Have you been diagnosed with colorectal cancer? Scroll down the page, post a question or comment and I will reply to you ASAP.

Thank you,

David Emerson

  • Cancer Survivor
  • Cancer Coach
  • Director PeopleBeatingCancer

Recommended Reading:


Vitamin D and Colon Cancer

“”They found 107 systematic literature reviews, 74 meta-analyses of observational studies of plasma vitamin D concentrations, and 87 meta-analyses of randomized controlled trials of vitamin D — a huge body of literature that has been summarized and reviewed repeatedly, with a whole variety of nicely methodologically and statistically strong results. Where does it take us?
The role of vitamin D in colorectal cancer prevention, and possibly in treatment, is biologically plausible.

A vast literature has been summarized many times over. The conclusion of this umbrella review was that in cancer, particularly colorectal cancer, the evidence is suggestive of benefit for vitamin D…”

Antioxidants enhance the cytotoxicity of chemotherapeutic agents in colorectal cancer: a p53-independent induction of p21WAF1/CIP1 via C/EBPbeta.

“Colorectal cancer (CRC) is the second leading cause of cancer deaths in the United States. Five-fluorouracil (5FU) remains the single most effective treatment for advanced disease, despite a response rate of only 20%. Herein, we show that the antioxidants pyrrolidinedithiocarbamate and vitamin E induce apoptosis in CRC cells. This effect is mediated by induction of p21WAF1/CIP1, a powerful inhibitor of the cell cycle, through a mechanism involving C/EBPbeta (a member of the CCAAT/enhancer binding protein family of transcription factors), independent of p53. Antioxidants significantly enhance CRC tumor growth inhibition by cytotoxic chemotherapy in vitro (5FU and doxorubicin) and in vivo (5FU). Thus, chemotherapeutic agents administered in the presence of antioxidants may provide a novel therapy for colorectal cancer.

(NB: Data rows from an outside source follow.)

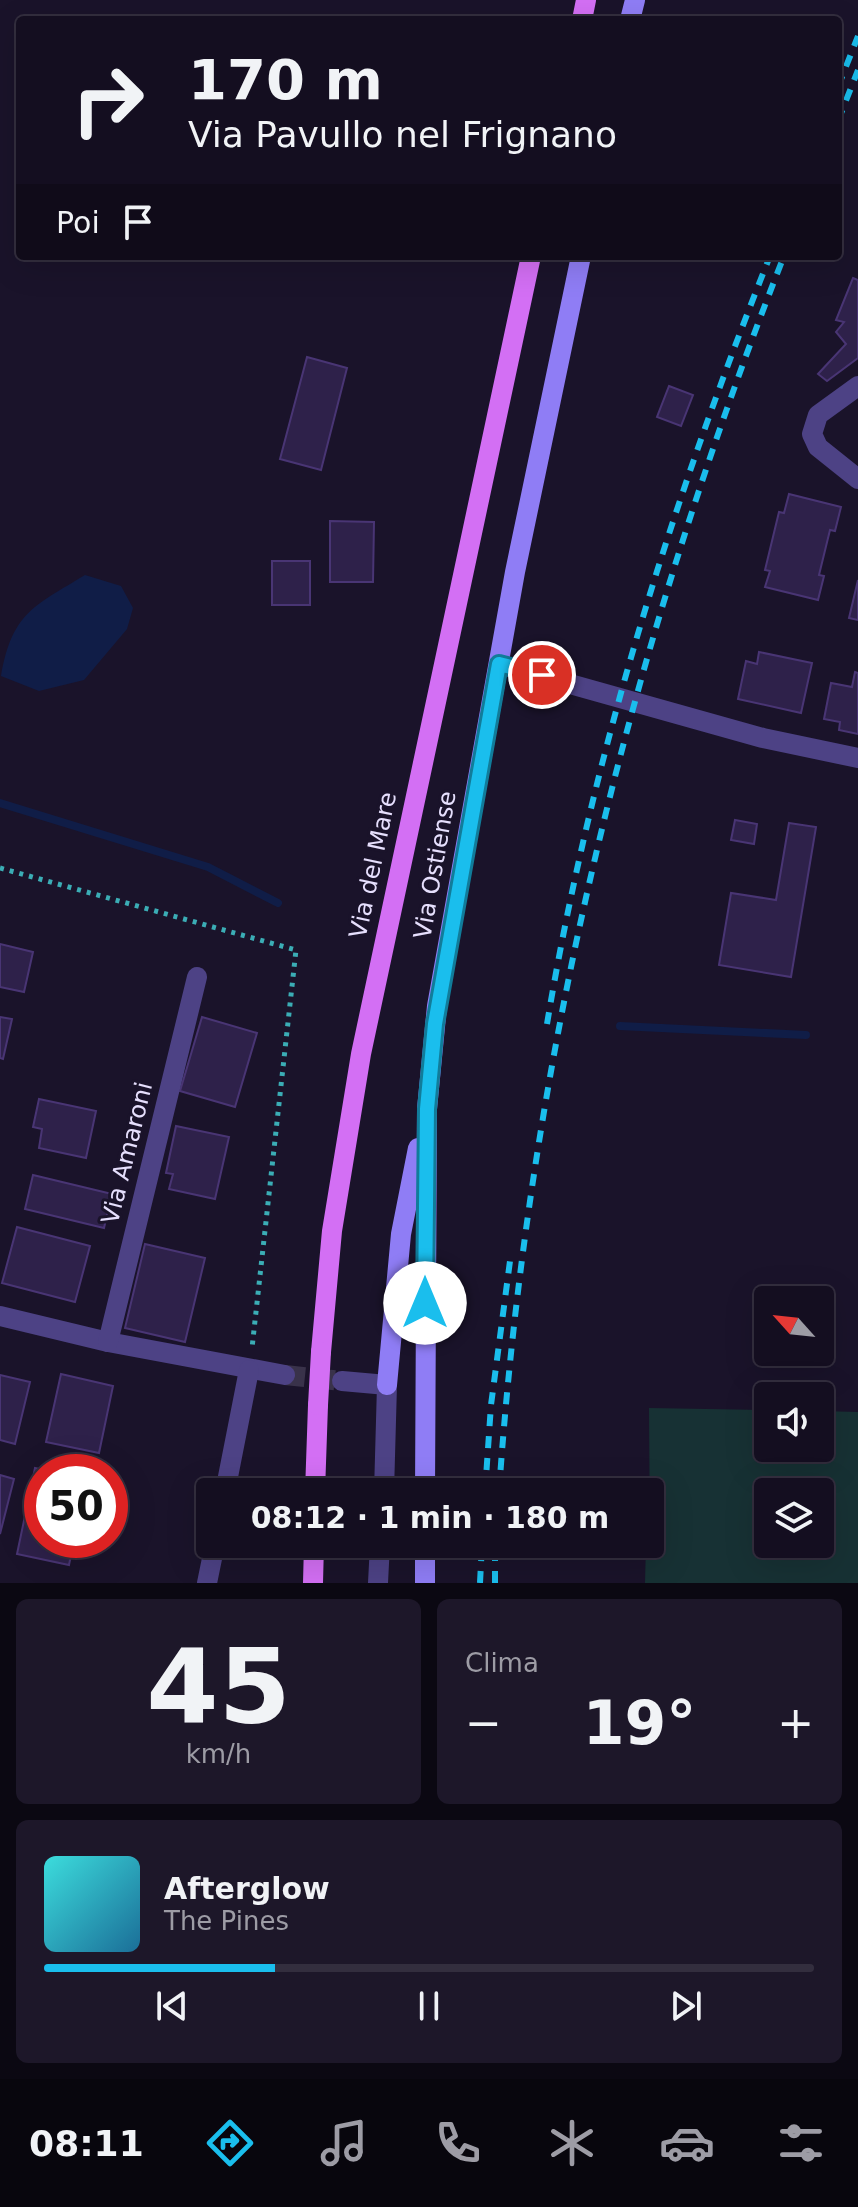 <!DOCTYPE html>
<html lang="it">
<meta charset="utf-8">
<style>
:root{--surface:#140e20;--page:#1d1729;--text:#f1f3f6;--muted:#9d9ca5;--line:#332e3e;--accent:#1abeed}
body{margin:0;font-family:"DejaVu Sans",sans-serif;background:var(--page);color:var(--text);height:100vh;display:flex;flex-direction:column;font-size:30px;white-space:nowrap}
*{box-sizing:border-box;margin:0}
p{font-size:26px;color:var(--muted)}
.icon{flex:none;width:44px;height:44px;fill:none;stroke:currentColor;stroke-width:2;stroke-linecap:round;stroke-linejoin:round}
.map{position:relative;height:1583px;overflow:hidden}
.sheet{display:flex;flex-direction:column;gap:16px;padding:16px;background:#0b0812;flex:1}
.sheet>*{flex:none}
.top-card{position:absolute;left:16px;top:16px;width:826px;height:244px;border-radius:8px;box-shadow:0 8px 32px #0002,0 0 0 2px var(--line);background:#140e20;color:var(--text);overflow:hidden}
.needle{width:52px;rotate:297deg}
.controls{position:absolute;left:754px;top:1286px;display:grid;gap:16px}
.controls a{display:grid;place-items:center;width:80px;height:80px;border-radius:8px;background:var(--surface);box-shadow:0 8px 32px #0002,0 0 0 2px var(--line);font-size:40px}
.speed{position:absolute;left:24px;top:1454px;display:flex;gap:16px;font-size:40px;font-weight:700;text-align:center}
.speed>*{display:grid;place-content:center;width:104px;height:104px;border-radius:50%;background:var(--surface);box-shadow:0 8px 32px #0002,0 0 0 2px var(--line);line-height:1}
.speed .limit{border:12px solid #d22;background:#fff;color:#111}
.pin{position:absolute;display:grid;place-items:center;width:68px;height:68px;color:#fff;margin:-34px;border:4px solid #fff;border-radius:50%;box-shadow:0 2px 8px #0007}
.me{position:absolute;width:88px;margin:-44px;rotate:0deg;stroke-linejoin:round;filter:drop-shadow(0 0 6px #0008)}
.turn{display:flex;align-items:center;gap:28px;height:168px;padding:0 40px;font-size:36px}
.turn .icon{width:104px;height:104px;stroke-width:2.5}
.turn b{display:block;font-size:56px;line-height:68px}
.then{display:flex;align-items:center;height:76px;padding:0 40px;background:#0003;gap:16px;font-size:30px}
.big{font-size:60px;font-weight:800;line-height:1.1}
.sheet .widget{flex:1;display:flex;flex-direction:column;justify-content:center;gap:12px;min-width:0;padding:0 28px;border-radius:12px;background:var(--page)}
.sheet .dial{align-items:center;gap:0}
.dial b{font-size:104px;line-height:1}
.song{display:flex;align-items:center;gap:24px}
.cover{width:96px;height:96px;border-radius:12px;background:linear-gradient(135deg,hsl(180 70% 55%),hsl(200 70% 35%))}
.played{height:8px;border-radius:4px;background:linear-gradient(90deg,var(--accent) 30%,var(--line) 30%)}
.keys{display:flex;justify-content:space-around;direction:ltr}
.heat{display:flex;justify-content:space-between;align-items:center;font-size:44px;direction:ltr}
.sheet .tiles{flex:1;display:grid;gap:16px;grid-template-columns:1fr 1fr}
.widget:last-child{grid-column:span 2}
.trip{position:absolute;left:196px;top:1478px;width:468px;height:80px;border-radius:8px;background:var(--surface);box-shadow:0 8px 32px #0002,0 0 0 2px var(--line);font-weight:800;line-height:80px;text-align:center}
.tabs{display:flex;height:128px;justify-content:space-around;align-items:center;background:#08060d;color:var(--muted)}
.tabs .icon{width:56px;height:56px}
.tabs .on{color:var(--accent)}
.tabs b{font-size:36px;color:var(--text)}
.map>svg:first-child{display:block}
.green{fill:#173134;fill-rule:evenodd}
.water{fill:#101d47}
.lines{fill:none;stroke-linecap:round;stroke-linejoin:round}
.stream{stroke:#101d47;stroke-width:8}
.building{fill:#2e214a;stroke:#493574;stroke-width:2}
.minor-tunnel{stroke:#39324a;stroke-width:20;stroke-dasharray:20 10;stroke-linecap:butt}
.path{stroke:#3badb5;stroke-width:5;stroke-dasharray:4 6;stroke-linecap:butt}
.minor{stroke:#4d4285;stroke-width:20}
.secondary{stroke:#8f7df5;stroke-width:20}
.primary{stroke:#d36ff4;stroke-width:20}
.rail{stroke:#1abeed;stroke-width:6;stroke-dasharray:12 10;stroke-linecap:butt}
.primary-bridge{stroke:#d36ff4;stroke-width:20}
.route-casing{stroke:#117c9a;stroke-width:20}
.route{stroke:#1abeed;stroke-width:14}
.labels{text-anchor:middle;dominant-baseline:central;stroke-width:6;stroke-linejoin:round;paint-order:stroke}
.street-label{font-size:24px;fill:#e6dffd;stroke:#1a132a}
</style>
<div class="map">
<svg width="858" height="1583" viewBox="0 0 858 1583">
<rect width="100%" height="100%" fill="#1a132a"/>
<path class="green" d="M649 1408 768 1410V1448H820V1411L858 1412V1583H645L646 1544H650ZM768 1492H820V1544H768Z"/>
<path class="water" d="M85 575 121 586 133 608 127 629 84 680 39 691 1 676C12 613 34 606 85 575Z"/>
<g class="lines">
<g class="stream">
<path d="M0 803 208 867 278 903"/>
<path d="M620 1026 806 1035"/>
</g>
</g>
<g class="building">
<path d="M853 278 858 280V358L827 381 818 374 846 344 836 332 844 322 836 320Z"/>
<path d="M307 357 347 368 321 470 280 459Z"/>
<path d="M669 386 693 395 681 426 657 417Z"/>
<path d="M789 494 841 507 835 531 830 530 819 575 824 576 818 600 765 587 770 571 765 570 779 512 784 513Z"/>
<path d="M330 521 374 522 373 582H330Z"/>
<rect x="272" y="561" width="38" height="44"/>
<path d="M858 580V620L849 618Z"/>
<path d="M759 652 812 663 801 713 738 699 746 661 757 664Z"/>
<path d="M855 672 858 673V734L839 730 840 722 824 719 831 683 852 687Z"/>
<path d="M735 820 757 824 754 844 731 840Z"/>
<path d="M789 823 816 827 791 977 719 965 731 893 776 900Z"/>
<path d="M0 944 33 952 24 992 0 987Z"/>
<path d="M0 1017 12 1019 3 1059 0 1058Z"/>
<path d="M202 1017 257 1033 235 1107 180 1091Z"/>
<path d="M39 1099 96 1111 86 1158 39 1148 42 1129 33 1127Z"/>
<path d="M176 1126 229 1137 215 1199 169 1189 173 1174 166 1173Z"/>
<path d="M33 1175 112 1194 104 1228 25 1209Z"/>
<path d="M17 1227 90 1246 75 1302 2 1283Z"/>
<path d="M145 1244 205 1258 185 1342 125 1328Z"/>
<path d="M61 1374 113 1386 99 1453 46 1442Z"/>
<path d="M0 1375 30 1382 15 1444 0 1440Z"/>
<path d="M35 1468 53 1472H42V1540H74L69 1565 17 1554Z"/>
<path d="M0 1475 14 1479 0 1534Z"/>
</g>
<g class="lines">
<path class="minor-tunnel" d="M285 1375 342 1381"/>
<path class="path" d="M0 868 296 950 252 1348"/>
<g class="minor">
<path d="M858 386 818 415 812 434 818 447 858 479"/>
<path d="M499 664 763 738 858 758"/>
<path d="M0 1316 108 1342 285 1375"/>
<path d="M108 1342 197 977"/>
<path d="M342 1381 387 1385 384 1492"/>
<path d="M225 1492 249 1370"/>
<path d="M207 1583 215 1544"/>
<path d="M378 1583 380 1544"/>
</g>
<g class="secondary">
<path d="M630 20 635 0"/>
<path d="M387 1385 401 1234 418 1148"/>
<path d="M425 1492 427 1109 437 1006 515 572 581 256"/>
<path d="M425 1544V1583"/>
</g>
<g class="primary">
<path d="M582 20 586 0"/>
<path d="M321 1352 332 1231 361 1054 531 256"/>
<path d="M315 1492 318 1405"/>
<path d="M313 1583 314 1544"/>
</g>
<g class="rail">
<path d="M838 87 858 36"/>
<path d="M838 121 858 70"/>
<path d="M547 1024C591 760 671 504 770 256"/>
<path d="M485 1492 491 1405 510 1261"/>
<path d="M499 1492C528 1067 628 652 784 256"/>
<path d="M480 1583 482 1544"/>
<path d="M495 1583V1544"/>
</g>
<path class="primary-bridge" d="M318 1405 321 1352"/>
</g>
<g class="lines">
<g class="route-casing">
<path id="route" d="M425 1303 427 1109 435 1024 499 664 542 675"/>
</g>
<use href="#route" class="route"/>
</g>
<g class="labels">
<g class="street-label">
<text transform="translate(373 865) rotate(-78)">Via del Mare</text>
<text transform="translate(435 865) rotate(-80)">Via Ostiense</text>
<text transform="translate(127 1153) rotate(-76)">Via Amaroni</text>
</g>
</g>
</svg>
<div class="controls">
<a><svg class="needle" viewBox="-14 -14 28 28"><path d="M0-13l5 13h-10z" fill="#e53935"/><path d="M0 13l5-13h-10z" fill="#9d9ca5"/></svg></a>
<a><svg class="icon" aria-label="sound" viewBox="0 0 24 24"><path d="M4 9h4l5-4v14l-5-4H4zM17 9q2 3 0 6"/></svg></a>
<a><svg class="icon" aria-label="layers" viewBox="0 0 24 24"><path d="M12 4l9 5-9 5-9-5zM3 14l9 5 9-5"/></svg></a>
</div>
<div class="speed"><div class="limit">50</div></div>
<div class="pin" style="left:542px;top:675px;background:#d93025"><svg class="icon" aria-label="arrive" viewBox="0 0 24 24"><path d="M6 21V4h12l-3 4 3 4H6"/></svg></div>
<svg class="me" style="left:425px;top:1303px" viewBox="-20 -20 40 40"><circle r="19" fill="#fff"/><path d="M0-13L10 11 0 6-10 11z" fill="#1abeed"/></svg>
<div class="trip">08:12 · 1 min · 180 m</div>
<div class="top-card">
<div class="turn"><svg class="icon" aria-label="right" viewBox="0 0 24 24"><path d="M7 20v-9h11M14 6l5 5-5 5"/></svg><div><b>170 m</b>Via Pavullo nel Frignano</div></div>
<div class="then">Poi<svg class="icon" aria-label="arrive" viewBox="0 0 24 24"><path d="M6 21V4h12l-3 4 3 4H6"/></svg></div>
</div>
</div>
<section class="sheet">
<div class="tiles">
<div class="widget dial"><b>45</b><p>km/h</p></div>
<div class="widget"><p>Clima</p>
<div class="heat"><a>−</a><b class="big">19°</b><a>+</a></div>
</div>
<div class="widget">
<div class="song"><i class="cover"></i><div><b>Afterglow</b><p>The Pines</p></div></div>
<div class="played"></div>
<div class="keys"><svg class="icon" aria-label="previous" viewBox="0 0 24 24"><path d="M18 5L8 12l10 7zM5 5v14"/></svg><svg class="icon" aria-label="pause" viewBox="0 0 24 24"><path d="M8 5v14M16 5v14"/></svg><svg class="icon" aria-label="next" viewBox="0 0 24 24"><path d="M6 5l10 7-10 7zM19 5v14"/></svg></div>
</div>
</div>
</section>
<nav class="tabs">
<b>08:11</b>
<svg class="icon on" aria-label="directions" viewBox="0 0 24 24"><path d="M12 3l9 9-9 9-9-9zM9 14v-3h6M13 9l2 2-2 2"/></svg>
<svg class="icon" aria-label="music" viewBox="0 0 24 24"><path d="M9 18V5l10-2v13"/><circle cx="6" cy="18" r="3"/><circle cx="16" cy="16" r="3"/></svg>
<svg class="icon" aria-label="phone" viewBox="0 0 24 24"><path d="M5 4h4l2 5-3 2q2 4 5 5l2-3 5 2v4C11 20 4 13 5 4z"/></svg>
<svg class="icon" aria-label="climate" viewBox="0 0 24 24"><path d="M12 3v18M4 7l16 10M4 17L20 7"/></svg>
<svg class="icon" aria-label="car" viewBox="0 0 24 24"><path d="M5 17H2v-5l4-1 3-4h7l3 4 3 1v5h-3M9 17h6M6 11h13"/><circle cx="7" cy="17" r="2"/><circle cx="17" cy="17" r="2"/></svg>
<svg class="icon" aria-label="filters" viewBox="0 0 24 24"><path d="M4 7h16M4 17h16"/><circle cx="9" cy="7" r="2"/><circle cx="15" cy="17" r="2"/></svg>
</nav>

Melatonin potentiates flavone-induced apoptosis in human colon cancer cells by increasing the level of glycolytic end product

“Melatonin is a natural compound synthesized by a variety of organs. It has been described to possess cell protecting activity in normal cells but was shown to induce apoptotic cell death in cancer cells. We determined to which extent and based on which molecular mechanisms melatonin is able to cause apoptosis in HT-29 human colon cancer cells…

Our study provides evidence that melatonin potentiates flavone-induced apoptosis in HT-29 human colon cancer cells by enhancing the level of oxidizable substrates that can be transported into mitochondria in the presence of flavone.”

Alpha-Lipoic acid induces apoptosis in human colon cancer cells by increasing mitochondrial respiration with a concomitant O2-*-generation.

“In conclusion, our study provides evidence that ALA and DHLA can effectively induce apoptosis in human colon cancer cells by a prooxidant mechanism that is initiated by an increased uptake of oxidizable substrates into mitochondria.”